Posted by Colliers on 25th October 2021 -
Unsurprisingly it would appear that the Government is going to shy away from the big reforms in planning that was previously promised.
Established after World War II, planning, is a nationalisation of development rights allowing government to control the building process through a political process; this has been ideologically challenged by some in Parliament in recent years - which has been welcomed by our developer clients. In other countries there’s a preference for “zoning areas” or “growth areas” where one, in principle, can go ahead and build. This concept was at the heart of Boris Johnson’s attempt at reform with his “build, build, build” policy in July 2020, framed as a “developers charter” by opposition parties.
The crux of the issue, is the involvement of local politics and its impact on housing construction and development. Robert Jennick promised “reviews” encouraging fear and speculation amongst backbenchers of over-development, loss of the greenbelt and the abandonment of Conservative votes.
Planning is being weaponised in politics
Michael Gove has now replaced Robert Jennick as housing minister with the new title of Secretary of State for Levelling Up, Housing and Communities and with this change, the pause button has been firmly held down on planning reform whilst backbenchers are placated. The next Government White paper looks to be far from the “radical review” promised.
Boris Johnson’s address to the Conservative conference talked of no more building on green fields, a clear response to the loss of the recent by-election defeat to the Liberal Democrats in Chesham and Amersham in June and a nod to the Tory vote in the south feeling the pressure of much needed development of greenfield sites.
This is not what the housebuilding industry needs right now if we are going to meet housing demand, instead it is a populist nod towards the Tory backbenches.
The Conservatives’ June defeat to Liberals is likely to have a lasting impact. The Liberal Democrat campaign was of anti-development, primed by the impact to locals of HS2, an ‘anti-build’ ticket, Leader Ed Davey now says his party is the main threat to the “blue-wall” constituencies across the UK. If that’s true, Sir Keir Starmer’s speech at the Labour Party Conference did little to convince otherwise.
Rumours from the Tory party conference include that Gove’s approach might be one of a beefing up of neighbourhood planning, an idea that could fill the development industry with fear. Imagine the neighbourhood plan being the be-all-and-end-all of the development plan? Gove is apparently a believer that the housing crisis is not a supply issue, but a demand issue caused by cheap finance. What it actually is, is bit of both. However we really haven’t been building enough houses for decades and never has there been a more successful “brand” than the greenbelt: preventing the natural expansion of urban settlements as the number of households increase and the population ages.
We, along with many of our clients, would like to see the Conservatives using this opportunity to bring in the wide-spread planning reform – and investment into the system - that is so needed.
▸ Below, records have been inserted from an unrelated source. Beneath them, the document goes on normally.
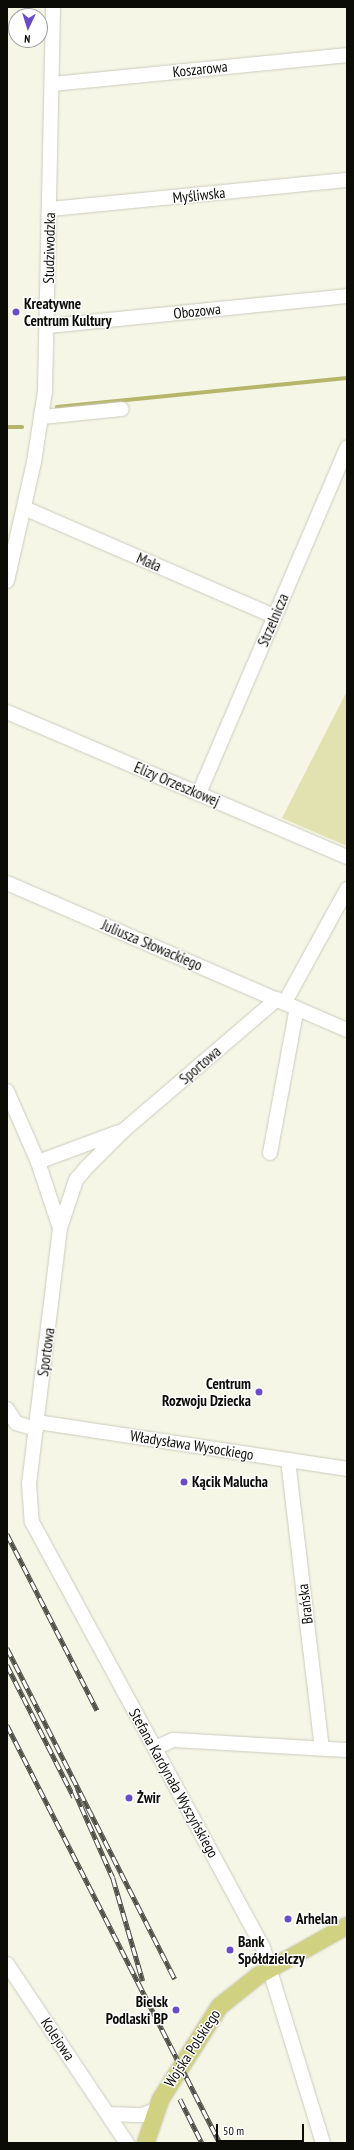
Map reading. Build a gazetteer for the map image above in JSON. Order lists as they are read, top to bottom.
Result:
{
  "streets": {
    "main road": ["Wojska Polskiego"],
    "street": [
      "Koszarowa",
      "Myśliwska",
      "Studziwodzka",
      "Obozowa",
      "Mała",
      "Strzelnicza",
      "Elizy Orzeszkowej",
      "Juliusza Słowackiego",
      "Sportowa",
      "Władysława Wysockiego",
      "Brańska",
      "Stefana Kardynała Wyszyńskiego",
      "Kolejowa"
    ]
  },
  "crossings": [
    ["Koszarowa", "Studziwodzka"],
    ["Myśliwska", "Studziwodzka"],
    ["Studziwodzka", "Obozowa"],
    ["Studziwodzka", "Mała"],
    ["Mała", "Strzelnicza"],
    ["Strzelnicza", "Elizy Orzeszkowej"],
    ["Juliusza Słowackiego", "Sportowa"],
    ["Sportowa", "Władysława Wysockiego"],
    ["Sportowa", "Stefana Kardynała Wyszyńskiego"],
    ["Władysława Wysockiego", "Brańska"],
    ["Władysława Wysockiego", "Stefana Kardynała Wyszyńskiego"],
    ["Stefana Kardynała Wyszyńskiego", "Wojska Polskiego"]
  ],
  "places": [
    "Kreatywne Centrum Kultury",
    "Centrum Rozwoju Dziecka",
    "Kącik Malucha",
    "Żwir",
    "Arhelan",
    "Bank Spółdzielczy",
    "Bielsk Podlaski BP"
  ],
  "scale_bar": "50 m",
  "north": "bottom"
}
But that isn’t looking likely.
Planning for levelling up
Last month, I attended virtually the Create Streets Foundation launch of the No Place Left Behind Report, the Commission into Community Placemaking. It seeks to identify and develop policy that enables regenerative development. It aims to ensure the Government’s levelling up agenda is deliverable and meaningful.
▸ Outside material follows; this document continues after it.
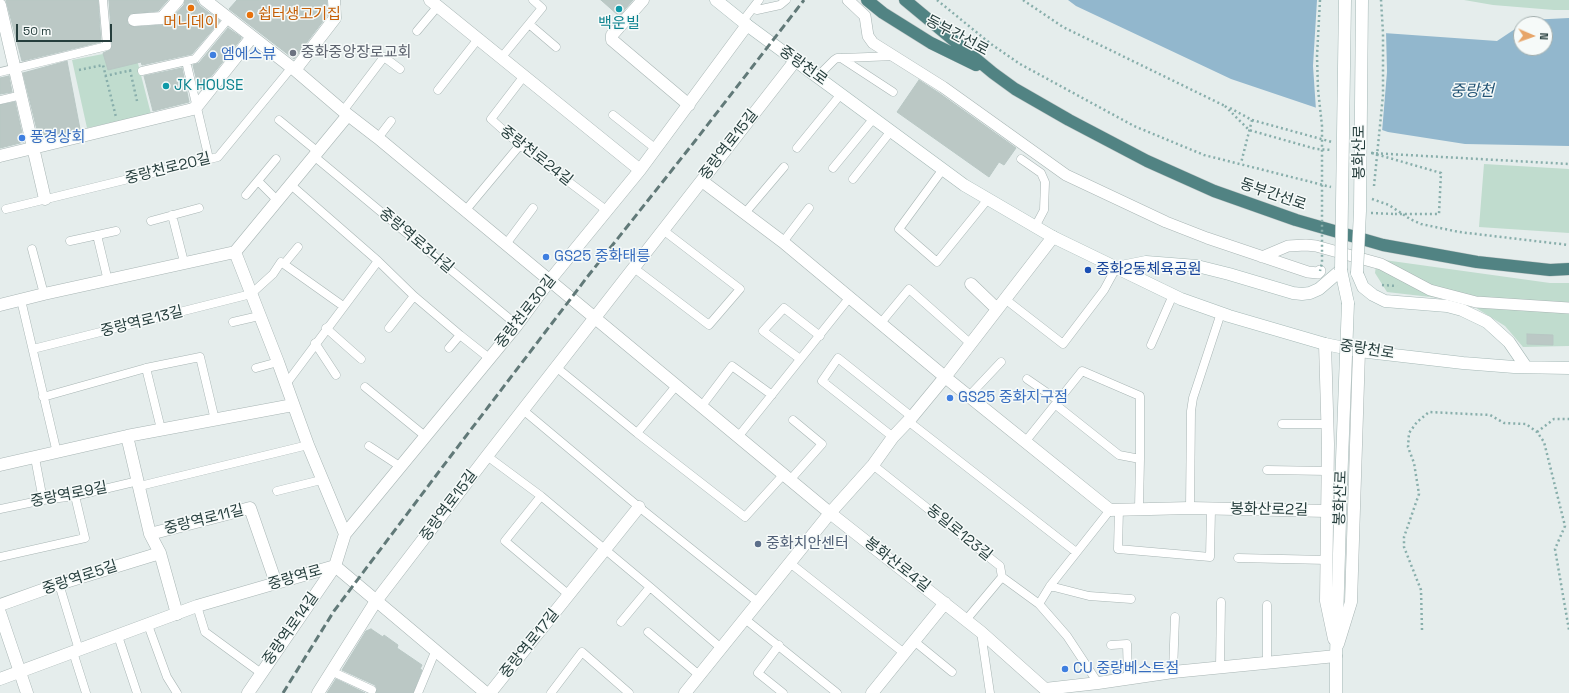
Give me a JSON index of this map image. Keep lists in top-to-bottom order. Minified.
{"streets":{"highway":["동부간선로"],"street":["중랑천로","중랑역로15길","봉화산로","중랑천로30길","봉화산로2길","중랑역로11길","봉화산로4길","중랑역로5길","중랑역로","중랑역로14길","중랑역로17길"],"lane":["중랑천로24길","중랑천로20길","중랑역로3나길","중랑역로13길","중랑역로9길","동일로123길"]},"crossings":[["중랑천로","중랑역로15길"],["중랑천로","중랑천로30길"],["중랑역로15길","봉화산로4길"],["중랑역로15길","중랑역로"],["봉화산로","봉화산로4길"],["중랑천로24길","중랑천로30길"],["중랑역로3나길","중랑천로30길"],["중랑천로30길","중랑역로"],["중랑천로30길","중랑역로14길"],["중랑역로11길","중랑역로"],["중랑역로","중랑역로14길"]],"water":["중랑천"],"places":["머니데이","백운빌","쉽터생고기집","중화중앙장로교회","엠에스뷰","JK HOUSE","풍경상회","GS25 중화태릉","중화2동체육공원","GS25 중화지구점","중화치안센터","CU 중랑베스트점"],"scale_bar":"50 m","north":"right"}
The report recognising some of the hidden barriers in community development and the need for a different infrastructure around community support and community assets. While we heard that the Government appears to understand the concepts to come out of these findings, that local communities need to be trusted to make their own decisions. It seems equally clear that it is not intending to do the one single thing our clients are most wanting to see: simplified planning, particularly on mixed-use schemes, and suitably resourced planning departments for local authorities.
The Government believes there’s no quick fix to the planning issue, it’s a journey that will take five to ten years because they’re worried about rocking the political boat. That boat has already had a warning shot fired across it with the aforementioned by-election defeat.
One quick win now would be to invest in local authorities planning departments, so that they can handle the volume and variety of applications that are coming through to enable the country to start to build back better.